Gus Sufi cuma tersenyum ringkas, lalu menyela,”Lalu pakai apa dong?”

Kang Soleh langsung menyahut, “Pakai rahmatan lil  ‘alamin!”

Menurut Kang Soleh, mengutip juri di kontes dai di salah satu televisi nasional itu, Islam Nusantara tidak ada dalilnya. Yang ada: Islam rahmatan lil ‘alamin.

“Dan tidaklah kami mengutus engkau (Muhammad), kecuali (untuk) menjadi anugerah bagi alam semesta. Ayat 107 dari Al Qur’an Surat Al Anbiyaa’ itu dalil tentang misi kerasulan Muhammad,” jelas Gus Sufi. Orang-orang menjadi semakin berkerumun ketika Gus Sufi mulai mendalil. Jarang-jarang ia begitu.

“Contoh Muhammad SAW sebagai anugerah bagi alam semesta itu dia berdakwah sesuai bahasa kaumnya. Bukan pakai bahasa asing,” kata Gus Sufi. Itu yang pertama.

Yang kedua, Muhammad memahami kearifan lokal. Misal, berbuka puasa dengan yang manis.

“Untung kurma. Coba contohnya berbuka puasa dengan tebu, gulali, puding, klepon, atau yang manis yang tidak dipunyai orang-orang Arab waktu itu, susah mereka mendapatkannya.”

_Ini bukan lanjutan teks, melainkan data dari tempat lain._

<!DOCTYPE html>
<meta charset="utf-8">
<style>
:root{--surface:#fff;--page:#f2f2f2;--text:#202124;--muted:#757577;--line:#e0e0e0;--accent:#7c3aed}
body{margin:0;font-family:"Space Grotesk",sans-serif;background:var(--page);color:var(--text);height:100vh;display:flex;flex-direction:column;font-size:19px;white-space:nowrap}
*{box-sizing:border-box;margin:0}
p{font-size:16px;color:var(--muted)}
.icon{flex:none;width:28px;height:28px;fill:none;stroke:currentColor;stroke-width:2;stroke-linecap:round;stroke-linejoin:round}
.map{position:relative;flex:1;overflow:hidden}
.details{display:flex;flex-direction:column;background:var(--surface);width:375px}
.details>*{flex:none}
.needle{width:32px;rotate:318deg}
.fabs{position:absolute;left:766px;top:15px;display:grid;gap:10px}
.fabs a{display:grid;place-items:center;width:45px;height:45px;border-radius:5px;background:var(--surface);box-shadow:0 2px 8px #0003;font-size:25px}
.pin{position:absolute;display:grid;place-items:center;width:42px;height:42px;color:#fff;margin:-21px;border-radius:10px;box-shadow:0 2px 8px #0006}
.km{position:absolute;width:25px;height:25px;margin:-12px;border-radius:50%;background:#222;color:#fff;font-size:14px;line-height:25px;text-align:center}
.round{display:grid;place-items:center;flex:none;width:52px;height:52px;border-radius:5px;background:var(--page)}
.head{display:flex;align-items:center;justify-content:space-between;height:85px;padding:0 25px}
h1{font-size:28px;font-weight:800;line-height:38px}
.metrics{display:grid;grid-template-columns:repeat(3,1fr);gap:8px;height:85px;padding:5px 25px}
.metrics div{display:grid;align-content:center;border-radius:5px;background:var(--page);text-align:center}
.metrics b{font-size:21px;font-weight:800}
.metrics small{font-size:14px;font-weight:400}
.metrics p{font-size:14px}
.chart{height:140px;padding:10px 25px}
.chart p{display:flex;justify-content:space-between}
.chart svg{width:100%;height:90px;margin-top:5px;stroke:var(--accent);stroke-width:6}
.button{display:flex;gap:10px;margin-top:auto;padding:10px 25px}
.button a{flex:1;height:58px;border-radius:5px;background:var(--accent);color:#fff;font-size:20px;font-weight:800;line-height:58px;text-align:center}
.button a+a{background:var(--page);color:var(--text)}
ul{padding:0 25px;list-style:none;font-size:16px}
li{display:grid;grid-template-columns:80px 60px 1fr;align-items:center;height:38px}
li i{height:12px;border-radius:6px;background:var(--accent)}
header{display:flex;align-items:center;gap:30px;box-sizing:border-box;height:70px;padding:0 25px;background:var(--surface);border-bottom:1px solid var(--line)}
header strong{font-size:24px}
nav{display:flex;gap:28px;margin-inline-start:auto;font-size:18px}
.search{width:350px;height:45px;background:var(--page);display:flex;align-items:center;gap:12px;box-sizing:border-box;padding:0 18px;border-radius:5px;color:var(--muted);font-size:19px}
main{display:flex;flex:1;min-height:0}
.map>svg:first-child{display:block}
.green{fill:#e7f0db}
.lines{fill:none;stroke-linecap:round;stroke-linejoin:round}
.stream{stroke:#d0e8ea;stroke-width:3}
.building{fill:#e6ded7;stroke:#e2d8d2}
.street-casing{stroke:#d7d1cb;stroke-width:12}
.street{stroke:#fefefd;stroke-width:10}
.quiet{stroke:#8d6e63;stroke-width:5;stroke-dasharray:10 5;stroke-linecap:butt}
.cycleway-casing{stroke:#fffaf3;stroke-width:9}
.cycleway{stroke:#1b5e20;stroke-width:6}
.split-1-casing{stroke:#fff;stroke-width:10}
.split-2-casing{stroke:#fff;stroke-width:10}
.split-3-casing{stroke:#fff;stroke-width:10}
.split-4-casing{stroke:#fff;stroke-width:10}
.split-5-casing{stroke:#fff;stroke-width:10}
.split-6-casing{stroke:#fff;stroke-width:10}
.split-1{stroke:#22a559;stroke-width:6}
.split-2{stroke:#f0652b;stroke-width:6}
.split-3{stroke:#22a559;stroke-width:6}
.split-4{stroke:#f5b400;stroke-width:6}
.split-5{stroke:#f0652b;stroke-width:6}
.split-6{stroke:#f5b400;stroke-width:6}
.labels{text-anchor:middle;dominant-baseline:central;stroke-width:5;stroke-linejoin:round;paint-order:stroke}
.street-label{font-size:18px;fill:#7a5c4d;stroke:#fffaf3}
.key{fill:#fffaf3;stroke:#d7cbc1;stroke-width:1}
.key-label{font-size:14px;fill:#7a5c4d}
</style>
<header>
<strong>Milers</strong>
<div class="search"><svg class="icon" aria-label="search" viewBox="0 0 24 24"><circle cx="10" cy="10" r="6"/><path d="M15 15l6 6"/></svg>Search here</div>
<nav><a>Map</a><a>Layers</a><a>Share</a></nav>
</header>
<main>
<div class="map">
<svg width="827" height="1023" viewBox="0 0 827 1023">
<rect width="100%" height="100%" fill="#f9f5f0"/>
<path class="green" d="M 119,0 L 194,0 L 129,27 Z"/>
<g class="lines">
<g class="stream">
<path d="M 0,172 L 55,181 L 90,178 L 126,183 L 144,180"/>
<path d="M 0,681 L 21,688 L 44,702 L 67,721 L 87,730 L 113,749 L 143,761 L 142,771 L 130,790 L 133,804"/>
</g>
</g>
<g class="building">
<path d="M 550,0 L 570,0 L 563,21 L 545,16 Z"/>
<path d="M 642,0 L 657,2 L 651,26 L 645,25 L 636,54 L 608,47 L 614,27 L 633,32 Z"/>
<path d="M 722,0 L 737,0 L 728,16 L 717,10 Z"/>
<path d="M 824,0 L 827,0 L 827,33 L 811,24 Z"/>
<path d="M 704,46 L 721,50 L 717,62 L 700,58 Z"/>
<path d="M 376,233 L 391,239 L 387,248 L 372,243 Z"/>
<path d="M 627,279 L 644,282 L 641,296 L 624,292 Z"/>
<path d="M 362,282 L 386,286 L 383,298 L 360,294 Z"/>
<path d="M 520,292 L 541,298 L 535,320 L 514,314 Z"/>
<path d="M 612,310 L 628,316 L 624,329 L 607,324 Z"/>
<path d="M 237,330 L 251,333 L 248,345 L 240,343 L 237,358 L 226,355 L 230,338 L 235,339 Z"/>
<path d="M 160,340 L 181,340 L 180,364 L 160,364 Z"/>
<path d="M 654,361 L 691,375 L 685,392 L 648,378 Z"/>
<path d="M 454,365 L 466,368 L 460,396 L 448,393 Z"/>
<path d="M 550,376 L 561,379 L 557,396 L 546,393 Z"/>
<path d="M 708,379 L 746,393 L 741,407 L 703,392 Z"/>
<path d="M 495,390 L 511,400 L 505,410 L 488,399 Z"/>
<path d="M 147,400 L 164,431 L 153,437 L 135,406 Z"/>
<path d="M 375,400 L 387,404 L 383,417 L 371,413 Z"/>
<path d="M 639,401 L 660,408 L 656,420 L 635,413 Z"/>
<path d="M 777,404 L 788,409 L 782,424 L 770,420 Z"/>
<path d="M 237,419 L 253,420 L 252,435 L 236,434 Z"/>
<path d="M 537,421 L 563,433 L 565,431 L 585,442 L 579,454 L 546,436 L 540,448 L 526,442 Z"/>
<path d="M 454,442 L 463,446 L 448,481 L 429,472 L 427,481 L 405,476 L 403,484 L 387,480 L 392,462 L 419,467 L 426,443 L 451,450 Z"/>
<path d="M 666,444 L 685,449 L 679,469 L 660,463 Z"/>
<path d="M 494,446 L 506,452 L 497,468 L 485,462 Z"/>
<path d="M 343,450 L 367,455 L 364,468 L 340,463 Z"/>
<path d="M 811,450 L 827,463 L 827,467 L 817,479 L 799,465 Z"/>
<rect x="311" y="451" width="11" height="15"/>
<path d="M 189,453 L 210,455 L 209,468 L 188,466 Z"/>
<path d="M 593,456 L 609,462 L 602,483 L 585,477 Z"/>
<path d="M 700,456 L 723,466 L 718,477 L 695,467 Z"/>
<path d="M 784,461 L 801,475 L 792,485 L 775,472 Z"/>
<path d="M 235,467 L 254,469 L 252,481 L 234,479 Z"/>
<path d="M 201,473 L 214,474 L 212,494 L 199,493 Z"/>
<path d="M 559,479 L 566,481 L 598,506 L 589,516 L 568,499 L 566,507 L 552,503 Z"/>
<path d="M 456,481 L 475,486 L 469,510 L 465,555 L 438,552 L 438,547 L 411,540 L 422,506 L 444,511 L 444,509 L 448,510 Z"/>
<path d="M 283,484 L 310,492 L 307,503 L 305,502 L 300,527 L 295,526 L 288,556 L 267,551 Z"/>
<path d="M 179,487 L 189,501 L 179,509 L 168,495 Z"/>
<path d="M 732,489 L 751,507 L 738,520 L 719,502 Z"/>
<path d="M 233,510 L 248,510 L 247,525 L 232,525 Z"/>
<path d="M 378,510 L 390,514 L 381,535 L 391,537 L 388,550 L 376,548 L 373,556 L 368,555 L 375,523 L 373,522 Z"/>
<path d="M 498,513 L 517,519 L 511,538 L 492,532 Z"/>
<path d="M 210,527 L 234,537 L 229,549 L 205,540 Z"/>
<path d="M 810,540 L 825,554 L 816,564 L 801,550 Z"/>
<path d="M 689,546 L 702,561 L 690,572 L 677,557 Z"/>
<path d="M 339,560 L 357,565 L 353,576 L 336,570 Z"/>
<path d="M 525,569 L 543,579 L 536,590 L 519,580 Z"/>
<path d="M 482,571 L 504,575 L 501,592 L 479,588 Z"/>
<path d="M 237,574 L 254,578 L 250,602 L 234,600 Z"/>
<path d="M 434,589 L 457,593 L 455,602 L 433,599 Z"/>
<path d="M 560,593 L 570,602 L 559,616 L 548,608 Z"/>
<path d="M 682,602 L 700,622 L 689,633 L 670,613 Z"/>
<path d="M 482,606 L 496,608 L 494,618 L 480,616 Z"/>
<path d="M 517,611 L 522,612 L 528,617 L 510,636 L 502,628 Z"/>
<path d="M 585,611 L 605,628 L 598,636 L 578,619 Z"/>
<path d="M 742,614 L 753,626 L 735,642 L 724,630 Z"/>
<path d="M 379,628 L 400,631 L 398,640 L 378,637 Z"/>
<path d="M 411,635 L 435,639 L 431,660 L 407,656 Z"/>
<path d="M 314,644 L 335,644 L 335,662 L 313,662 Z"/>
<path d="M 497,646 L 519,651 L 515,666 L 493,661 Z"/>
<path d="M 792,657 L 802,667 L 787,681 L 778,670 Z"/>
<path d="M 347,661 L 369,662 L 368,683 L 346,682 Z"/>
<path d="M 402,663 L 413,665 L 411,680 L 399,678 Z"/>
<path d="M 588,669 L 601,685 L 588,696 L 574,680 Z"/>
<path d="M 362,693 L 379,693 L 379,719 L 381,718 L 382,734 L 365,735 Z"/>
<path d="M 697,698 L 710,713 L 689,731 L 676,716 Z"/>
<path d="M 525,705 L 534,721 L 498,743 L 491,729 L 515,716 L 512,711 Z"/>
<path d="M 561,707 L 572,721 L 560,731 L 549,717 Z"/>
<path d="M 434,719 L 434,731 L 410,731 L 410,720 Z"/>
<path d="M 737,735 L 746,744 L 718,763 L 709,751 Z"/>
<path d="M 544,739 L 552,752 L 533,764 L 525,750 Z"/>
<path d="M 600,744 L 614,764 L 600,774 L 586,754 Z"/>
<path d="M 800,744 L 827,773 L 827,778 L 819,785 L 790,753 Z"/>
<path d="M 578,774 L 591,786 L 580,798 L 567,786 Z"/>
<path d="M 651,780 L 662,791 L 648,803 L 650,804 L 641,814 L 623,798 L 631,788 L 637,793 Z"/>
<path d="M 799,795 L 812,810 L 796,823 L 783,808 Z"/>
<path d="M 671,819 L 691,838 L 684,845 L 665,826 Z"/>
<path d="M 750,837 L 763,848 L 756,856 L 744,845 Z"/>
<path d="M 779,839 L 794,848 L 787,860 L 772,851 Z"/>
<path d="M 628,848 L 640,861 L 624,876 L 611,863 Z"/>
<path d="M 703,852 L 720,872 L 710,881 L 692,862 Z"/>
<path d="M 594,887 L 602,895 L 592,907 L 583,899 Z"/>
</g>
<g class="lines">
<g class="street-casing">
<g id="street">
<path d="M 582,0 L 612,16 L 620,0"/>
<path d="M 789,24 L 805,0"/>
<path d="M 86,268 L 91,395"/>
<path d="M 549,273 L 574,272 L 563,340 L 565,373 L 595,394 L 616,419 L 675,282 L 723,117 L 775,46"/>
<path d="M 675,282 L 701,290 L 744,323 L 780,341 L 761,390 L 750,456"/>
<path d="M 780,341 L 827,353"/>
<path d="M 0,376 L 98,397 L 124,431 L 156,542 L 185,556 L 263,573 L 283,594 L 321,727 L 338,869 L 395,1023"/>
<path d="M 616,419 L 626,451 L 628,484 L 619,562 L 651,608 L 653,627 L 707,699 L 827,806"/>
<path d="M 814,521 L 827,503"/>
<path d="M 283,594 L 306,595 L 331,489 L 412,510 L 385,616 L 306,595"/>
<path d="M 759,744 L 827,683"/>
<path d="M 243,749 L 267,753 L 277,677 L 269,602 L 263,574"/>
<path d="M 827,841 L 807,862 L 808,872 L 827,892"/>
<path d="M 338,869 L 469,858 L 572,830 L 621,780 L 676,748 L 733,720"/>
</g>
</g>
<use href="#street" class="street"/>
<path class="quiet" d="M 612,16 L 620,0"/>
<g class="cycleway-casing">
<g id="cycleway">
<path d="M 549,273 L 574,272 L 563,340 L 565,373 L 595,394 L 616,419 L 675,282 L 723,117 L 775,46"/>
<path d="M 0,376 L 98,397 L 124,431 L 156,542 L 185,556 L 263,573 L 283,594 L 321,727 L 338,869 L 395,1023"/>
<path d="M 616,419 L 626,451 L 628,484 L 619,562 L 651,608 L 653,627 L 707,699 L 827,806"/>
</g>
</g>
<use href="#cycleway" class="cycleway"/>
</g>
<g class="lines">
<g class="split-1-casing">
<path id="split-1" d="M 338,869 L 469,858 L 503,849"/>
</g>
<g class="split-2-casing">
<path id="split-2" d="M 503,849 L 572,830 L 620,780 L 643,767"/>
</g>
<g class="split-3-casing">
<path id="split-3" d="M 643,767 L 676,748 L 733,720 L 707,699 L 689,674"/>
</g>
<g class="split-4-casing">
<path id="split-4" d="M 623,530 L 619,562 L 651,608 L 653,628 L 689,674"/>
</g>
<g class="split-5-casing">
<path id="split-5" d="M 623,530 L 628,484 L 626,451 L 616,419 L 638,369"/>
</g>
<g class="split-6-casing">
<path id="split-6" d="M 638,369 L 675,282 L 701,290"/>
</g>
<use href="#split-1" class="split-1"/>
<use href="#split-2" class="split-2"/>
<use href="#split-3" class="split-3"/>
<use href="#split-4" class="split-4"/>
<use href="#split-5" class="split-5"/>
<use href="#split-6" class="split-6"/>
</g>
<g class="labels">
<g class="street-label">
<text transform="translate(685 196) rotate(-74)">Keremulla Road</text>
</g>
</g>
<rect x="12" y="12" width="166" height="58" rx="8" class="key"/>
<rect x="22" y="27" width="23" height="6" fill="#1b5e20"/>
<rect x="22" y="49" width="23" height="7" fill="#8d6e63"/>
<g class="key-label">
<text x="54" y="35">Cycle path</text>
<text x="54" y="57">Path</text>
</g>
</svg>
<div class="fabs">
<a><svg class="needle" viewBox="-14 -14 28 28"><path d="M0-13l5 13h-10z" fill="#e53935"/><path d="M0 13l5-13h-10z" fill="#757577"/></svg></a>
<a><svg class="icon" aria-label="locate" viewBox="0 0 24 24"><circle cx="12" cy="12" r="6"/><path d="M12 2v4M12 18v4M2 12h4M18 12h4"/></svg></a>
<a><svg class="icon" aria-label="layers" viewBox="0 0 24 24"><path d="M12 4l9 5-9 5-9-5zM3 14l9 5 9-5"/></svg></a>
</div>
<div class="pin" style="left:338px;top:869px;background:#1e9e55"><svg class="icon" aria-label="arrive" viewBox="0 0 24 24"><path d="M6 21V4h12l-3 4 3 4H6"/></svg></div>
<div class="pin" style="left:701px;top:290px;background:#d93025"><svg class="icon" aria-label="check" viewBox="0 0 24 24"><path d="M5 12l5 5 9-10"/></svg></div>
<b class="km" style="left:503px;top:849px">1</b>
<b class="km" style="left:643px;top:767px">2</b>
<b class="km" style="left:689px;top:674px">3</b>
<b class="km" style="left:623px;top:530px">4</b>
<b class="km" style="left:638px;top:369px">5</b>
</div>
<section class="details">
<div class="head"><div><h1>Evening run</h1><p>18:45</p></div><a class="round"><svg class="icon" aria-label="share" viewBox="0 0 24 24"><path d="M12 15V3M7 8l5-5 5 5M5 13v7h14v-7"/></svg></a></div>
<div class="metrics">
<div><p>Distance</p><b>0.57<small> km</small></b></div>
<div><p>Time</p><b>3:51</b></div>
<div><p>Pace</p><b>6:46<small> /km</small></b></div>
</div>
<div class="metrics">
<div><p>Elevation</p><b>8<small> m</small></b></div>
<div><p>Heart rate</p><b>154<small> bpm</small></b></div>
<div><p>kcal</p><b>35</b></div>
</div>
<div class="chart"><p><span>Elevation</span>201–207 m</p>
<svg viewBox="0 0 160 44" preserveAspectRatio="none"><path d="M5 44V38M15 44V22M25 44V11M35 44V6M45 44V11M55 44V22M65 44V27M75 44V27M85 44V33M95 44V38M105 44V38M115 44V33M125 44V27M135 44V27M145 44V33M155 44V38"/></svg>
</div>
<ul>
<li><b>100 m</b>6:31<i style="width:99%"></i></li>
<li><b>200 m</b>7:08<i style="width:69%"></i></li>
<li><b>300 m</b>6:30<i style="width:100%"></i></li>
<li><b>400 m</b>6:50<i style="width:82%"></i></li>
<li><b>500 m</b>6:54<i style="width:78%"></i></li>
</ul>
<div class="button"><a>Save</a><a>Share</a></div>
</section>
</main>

Jadi, masih menurut Gus Sufi, Islam ya memang Islam. Tanpa embel-embel apa pun. Jika lalu muncul Islam Nusantara, atau Islam Arab, Islam Meksiko, Islam Australia, dan lain-lain sesuai kondisi sosial dan budaya masing-masing, itu bukan berarti ada Islam baru.

“Mau Islam kurma, atau Islam klepon, atau Islam gulali, ya tetap saja Islam. Dengan kebudayaan, kita membumikan ajaran langit,” terang Gus Sufi.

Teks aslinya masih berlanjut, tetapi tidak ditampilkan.